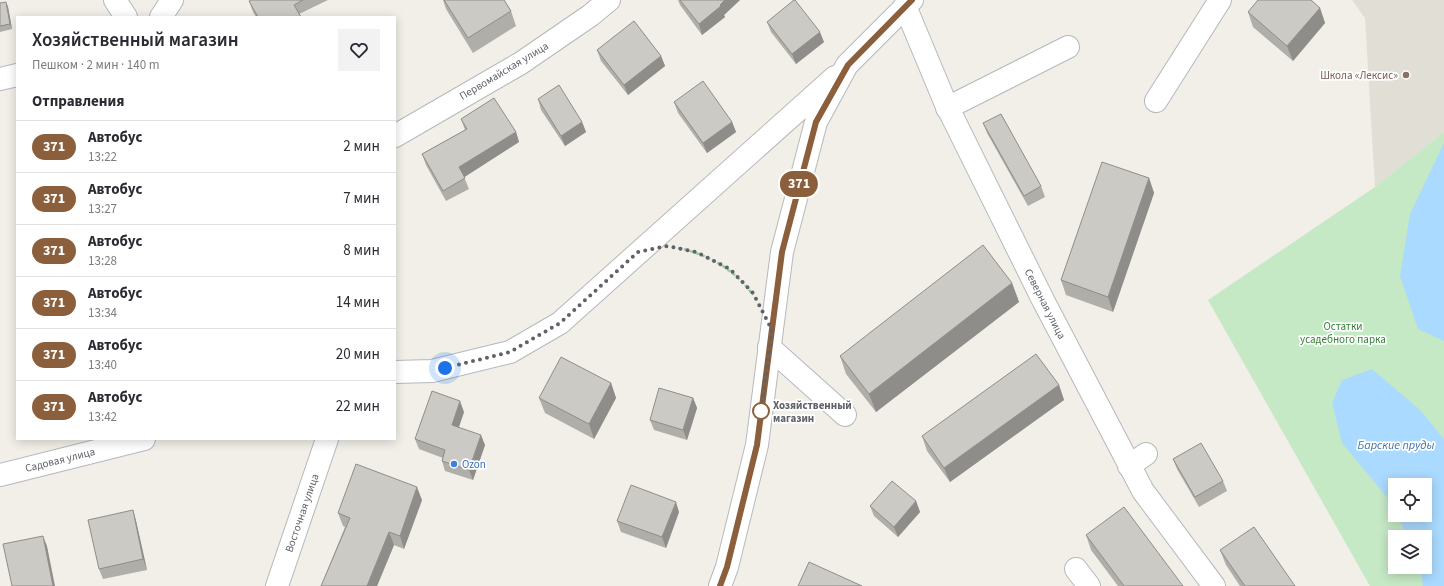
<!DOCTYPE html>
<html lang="ru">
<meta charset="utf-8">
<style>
:root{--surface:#fff;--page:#f2f2f3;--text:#2b2b33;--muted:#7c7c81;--line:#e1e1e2}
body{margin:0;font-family:"Source Sans 3",sans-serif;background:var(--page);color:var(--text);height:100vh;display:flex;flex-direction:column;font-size:15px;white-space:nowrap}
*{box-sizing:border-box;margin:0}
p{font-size:13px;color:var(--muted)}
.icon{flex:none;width:22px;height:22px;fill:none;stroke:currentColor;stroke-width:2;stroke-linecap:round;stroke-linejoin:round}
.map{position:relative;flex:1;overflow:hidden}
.side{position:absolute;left:16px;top:16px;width:380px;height:424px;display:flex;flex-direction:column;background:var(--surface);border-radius:0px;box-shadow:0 2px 10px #0003}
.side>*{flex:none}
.badge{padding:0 8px;border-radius:13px;font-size:14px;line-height:26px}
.buttons{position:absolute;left:1388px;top:478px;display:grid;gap:8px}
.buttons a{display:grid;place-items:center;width:44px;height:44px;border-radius:0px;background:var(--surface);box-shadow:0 2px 10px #0003;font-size:20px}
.you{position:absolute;width:20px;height:20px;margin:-10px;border:3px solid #fff;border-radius:50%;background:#1a73e8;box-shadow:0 0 0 6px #1a73e833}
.map>.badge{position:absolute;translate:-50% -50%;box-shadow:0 0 0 2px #fff}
h2{padding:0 16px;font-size:15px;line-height:36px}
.round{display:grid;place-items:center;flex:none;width:42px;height:42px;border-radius:0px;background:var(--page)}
.head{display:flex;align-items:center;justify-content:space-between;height:68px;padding:0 16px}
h1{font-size:19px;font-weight:600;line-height:30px}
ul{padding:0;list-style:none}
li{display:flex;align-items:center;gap:12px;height:52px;padding:0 16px;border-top:1px solid var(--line)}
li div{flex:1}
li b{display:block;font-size:15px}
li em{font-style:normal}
li .badge{min-width:44px;font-weight:700;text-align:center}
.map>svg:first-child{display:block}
.education{fill:#e1ded6}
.green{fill:#c5e8c5;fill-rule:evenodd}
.water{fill:#aadaff}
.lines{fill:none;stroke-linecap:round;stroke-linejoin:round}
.minor-casing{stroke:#b5b8bc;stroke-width:24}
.path{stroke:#9cc7a9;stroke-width:2.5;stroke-dasharray:4 2;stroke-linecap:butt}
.minor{stroke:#fff;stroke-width:22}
.wall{fill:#afaea9}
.shaded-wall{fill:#8f8d8a}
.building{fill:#cccac5;stroke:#8f8d8a}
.line-casing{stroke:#fff;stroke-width:9}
.line{stroke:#8b5e3c;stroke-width:6}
.walk{stroke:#5f6368;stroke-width:4;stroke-dasharray:0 7.2}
.education-dot{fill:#8d6e63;stroke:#fff;stroke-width:1.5}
.stop-dot{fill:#fff;stroke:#8b5e3c;stroke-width:2}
.shop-dot{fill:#3f7fe0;stroke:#fff;stroke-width:1.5}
.labels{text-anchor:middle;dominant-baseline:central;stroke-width:3.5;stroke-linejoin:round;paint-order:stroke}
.street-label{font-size:11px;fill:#5f6368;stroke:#fff}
.education-label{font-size:11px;fill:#785e54;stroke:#fff;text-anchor:end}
.park-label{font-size:11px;fill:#348238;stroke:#fff}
.stop-label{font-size:11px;font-weight:bold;fill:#5f6368;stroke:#fff;text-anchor:start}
.shop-label{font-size:11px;fill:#366cbe;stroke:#fff;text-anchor:start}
.water-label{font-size:12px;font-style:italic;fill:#4174aa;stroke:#fff}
</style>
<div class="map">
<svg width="1444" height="586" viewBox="0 0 1444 586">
<rect width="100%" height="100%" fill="#f1efe8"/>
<path class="education" d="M1352 0H1444V132L1375 187 1365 18Z"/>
<path class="green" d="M1444 132V586H1370L1208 300 1375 187ZM1395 485H1425V515H1395ZM1395 537H1425V567H1395Z"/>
<g class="water">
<path d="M1444 143V341L1418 329 1400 276 1410 214Z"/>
<path d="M1372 369 1420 410 1444 439V586H1423L1421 567H1425V537H1408L1397 515H1425V485H1395V511L1391 502 1342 443 1332 403 1342 380Z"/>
</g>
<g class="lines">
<defs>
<g id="minor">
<path d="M115 0 126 17"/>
<path d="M905 6 945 102 1043 300 1143 491 1214 586"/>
<path d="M161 17 172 0"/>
<path d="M0 79 17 75"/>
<path d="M1156 101 1220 0"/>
<path d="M947 108 1068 47"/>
<path d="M395 136 521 63 591 15 609 0"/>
<path d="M769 347 845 415"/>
<path d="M395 372 432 371 510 352 560 323 835 77"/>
<path d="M1129 466 1146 454"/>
<path d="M0 475 144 439"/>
<path d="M1076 569 1089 586"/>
<path d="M277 586 327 439"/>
<path d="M720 586 727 567 757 445 782 252 816 122 847 65 912 0"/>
</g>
</defs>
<use href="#minor" class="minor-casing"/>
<path class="path" d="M678 248C708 254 735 270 753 295"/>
<use href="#minor" class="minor"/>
</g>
<g class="wall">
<path d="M251 0H328L299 14 301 17H256L253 12 249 1Z"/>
<path d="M443 0H504L511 11 516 26 473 53 446 9Z"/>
<path d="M678 0H740L724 15 725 17 702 35 680 5Z"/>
<path d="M6 2 8 7 12 29 0 32V3Z"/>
<path d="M1320 8 1325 23 1293 61 1253 27 1248 12Z"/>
<path d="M767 22 824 42 796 64 771 32Z"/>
<path d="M597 50 661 56 665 66 628 95 601 61Z"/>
<path d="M538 99 582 122 586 132 565 146 541 110Z"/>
<path d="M674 102 732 122 736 132 707 153 678 113Z"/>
<path d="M461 119 516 132 519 142 464 177 469 189 446 201 426 165 422 154 465 130Z"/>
<path d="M983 123 1041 186 1045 197 1028 206 987 133Z"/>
<path d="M1149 178 1154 193 1113 312 1066 295 1061 280Z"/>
<path d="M1012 283 1019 302 876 412 846 374 840 356Z"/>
<path d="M611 383 616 398 594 439 545 413 539 398Z"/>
<path d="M1059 385 1064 400 950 482 927 451 922 436Z"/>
<path d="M693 398 697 408 687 440 654 430 650 420Z"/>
<path d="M464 412 459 427 485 445 473 480 445 471 442 461 443 458 419 449 415 439Z"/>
<path d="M1173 459 1223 481 1227 491 1199 507 1177 469Z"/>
<path d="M422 500 404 549 394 545 377 586H321L345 527 343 526 338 513Z"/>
<path d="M916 501 920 512 898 537 874 516 870 506Z"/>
<path d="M133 510 136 521 147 570 103 579 99 569Z"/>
<path d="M679 512 666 548 621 532 617 521Z"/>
<path d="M1086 535 1183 586H1118L1091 550Z"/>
<path d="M1220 550 1295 586H1240L1226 565Z"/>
</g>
<g class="shaded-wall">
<path d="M725 0H740L724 15 725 17 702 35 699 24Z"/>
<path d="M6 2 8 7 12 29 10 24Z"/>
<path d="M1320 8 1325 23 1293 61 1287 46Z"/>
<path d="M820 32 824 42 796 64 792 54Z"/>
<path d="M661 56 665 66 628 95 624 85Z"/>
<path d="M582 122 586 132 565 146 561 136Z"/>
<path d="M732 122 736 132 707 153 703 143Z"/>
<path d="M516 132 519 142 463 178 459 167Z"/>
<path d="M1149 178 1154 193 1113 312 1108 297Z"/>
<path d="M1012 283 1019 302 876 412 869 394Z"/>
<path d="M611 383 616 398 594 439 589 424Z"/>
<path d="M1059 385 1064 400 950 482 944 468Z"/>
<path d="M693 398 697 408 687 440 683 430Z"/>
<path d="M460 401 464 412 456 435 452 425Z"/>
<path d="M481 435 485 445 473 480 469 470Z"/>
<path d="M417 487 422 500 404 549 400 536Z"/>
<path d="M916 501 920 512 898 537 894 527Z"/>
<path d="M676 502 679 512 666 548 662 537Z"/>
<path d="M133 510 136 521 147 570 143 559Z"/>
<path d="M389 532 394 545 377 586H367Z"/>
<path d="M43 536 47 546 55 586H53Z"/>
</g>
<g class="building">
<path d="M251 0H303L294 5 301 17H258L249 1Z"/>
<path d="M444 0H504L511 11 468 38Z"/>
<path d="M680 0H725L720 5 721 6 699 24Z"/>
<path d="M794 0H795L820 32 792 54 767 22Z"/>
<path d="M1258 0H1311L1320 8 1287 46 1248 12Z"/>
<path d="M6 2 10 24 0 26V3Z"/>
<path d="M634 21 661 56 624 85 597 50Z"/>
<path d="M703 81 732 122 703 143 674 102Z"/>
<path d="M559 85 582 122 561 136 538 99Z"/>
<path d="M494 98 516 132 459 167 465 178 443 191 422 154 467 129 461 119Z"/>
<path d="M1001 114 1041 186 1024 196 983 123Z"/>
<path d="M1102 162 1149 178 1108 297 1061 280Z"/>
<path d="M983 245 1012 283 869 394 840 356Z"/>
<path d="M1036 354 1059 385 944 468 922 436Z"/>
<path d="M561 357 611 383 589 424 539 398Z"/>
<path d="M659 388 693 398 683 430 650 420Z"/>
<path d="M432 391 460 401 452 425 481 435 469 470 442 461 445 450 415 439Z"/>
<path d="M1201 443 1223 481 1195 497 1173 459Z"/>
<path d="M356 464 417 487 400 536 389 532 367 586H321L350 518 338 513Z"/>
<path d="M892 481 916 501 894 527 870 506Z"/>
<path d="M631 485 676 502 662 537 617 521Z"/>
<path d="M1124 507 1183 586H1124L1086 535Z"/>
<path d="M133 510 143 559 99 569 88 520Z"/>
<path d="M1254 527 1295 586H1245L1220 550Z"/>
<path d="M43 536 53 586H12L3 544Z"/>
<path d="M809 562 862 586H798Z"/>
</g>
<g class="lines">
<defs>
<path id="line" d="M720 586 727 567 757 445 782 252 816 122 848 65 912 0"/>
</defs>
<use href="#line" class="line-casing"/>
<use href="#line" class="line"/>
<path class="walk" d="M445 368 510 352 560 323 638 252 667 246 696 252 730 269 753 293 772 330 761 411"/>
</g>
<circle class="education-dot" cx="1406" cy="75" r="4"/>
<circle class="stop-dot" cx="761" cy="411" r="8"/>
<circle class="shop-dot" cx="454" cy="464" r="4"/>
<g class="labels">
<g class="street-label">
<text transform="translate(504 71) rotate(-31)">Первомайская улица</text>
<text transform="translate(1045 304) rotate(63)">Северная улица</text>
<text transform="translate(60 460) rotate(-14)">Садовая улица</text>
<text transform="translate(302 513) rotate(-71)">Восточная улица</text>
</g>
<g class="education-label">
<text x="1398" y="75">Школа «Лексис»</text>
</g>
<g class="park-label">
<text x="1343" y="326">Остатки<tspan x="1343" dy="13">усадебного парка</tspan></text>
</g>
<g class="stop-label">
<text x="773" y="405">Хозяйственный<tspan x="773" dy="13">магазин</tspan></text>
</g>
<g class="shop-label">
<text x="462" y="464">Ozon</text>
</g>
<g class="water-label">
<text x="1396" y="445">Барские пруды</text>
</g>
</g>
</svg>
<div class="buttons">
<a><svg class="icon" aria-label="locate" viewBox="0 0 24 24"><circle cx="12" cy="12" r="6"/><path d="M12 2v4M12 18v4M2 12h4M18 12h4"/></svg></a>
<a><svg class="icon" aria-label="layers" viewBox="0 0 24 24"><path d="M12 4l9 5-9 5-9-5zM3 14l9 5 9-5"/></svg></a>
</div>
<div class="you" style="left:445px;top:368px"></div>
<b class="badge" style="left:799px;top:184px;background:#8b5e3c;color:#fff">371</b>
<section class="side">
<div class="head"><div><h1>Хозяйственный магазин</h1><p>Пешком · 2 мин · 140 m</p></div><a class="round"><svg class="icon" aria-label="heart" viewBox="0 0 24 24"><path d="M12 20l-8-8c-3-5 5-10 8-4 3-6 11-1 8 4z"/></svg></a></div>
<h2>Отправления</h2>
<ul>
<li><span class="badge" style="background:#8b5e3c;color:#fff">371</span><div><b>Автобус</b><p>13:22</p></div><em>2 мин</em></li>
<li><span class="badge" style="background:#8b5e3c;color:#fff">371</span><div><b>Автобус</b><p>13:27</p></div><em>7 мин</em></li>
<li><span class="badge" style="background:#8b5e3c;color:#fff">371</span><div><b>Автобус</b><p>13:28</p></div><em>8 мин</em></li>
<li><span class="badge" style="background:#8b5e3c;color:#fff">371</span><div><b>Автобус</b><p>13:34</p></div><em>14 мин</em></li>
<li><span class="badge" style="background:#8b5e3c;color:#fff">371</span><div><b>Автобус</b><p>13:40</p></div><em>20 мин</em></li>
<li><span class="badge" style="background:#8b5e3c;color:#fff">371</span><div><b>Автобус</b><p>13:42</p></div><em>22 мин</em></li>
</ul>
</section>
</div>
★ ★ ★
▶ [Action item]:
Show me each line of the listing above with "column" in it.

▶ [Solution for this problem]:
body{margin:0;font-family:"Source Sans 3",sans-serif;background:var(--page);color:var(--text);height:100vh;display:flex;flex-direction:column;font-size:15px;white-space:nowrap}
.side{position:absolute;left:16px;top:16px;width:380px;height:424px;display:flex;flex-direction:column;background:var(--surface);border-radius:0px;box-shadow:0 2px 10px #0003}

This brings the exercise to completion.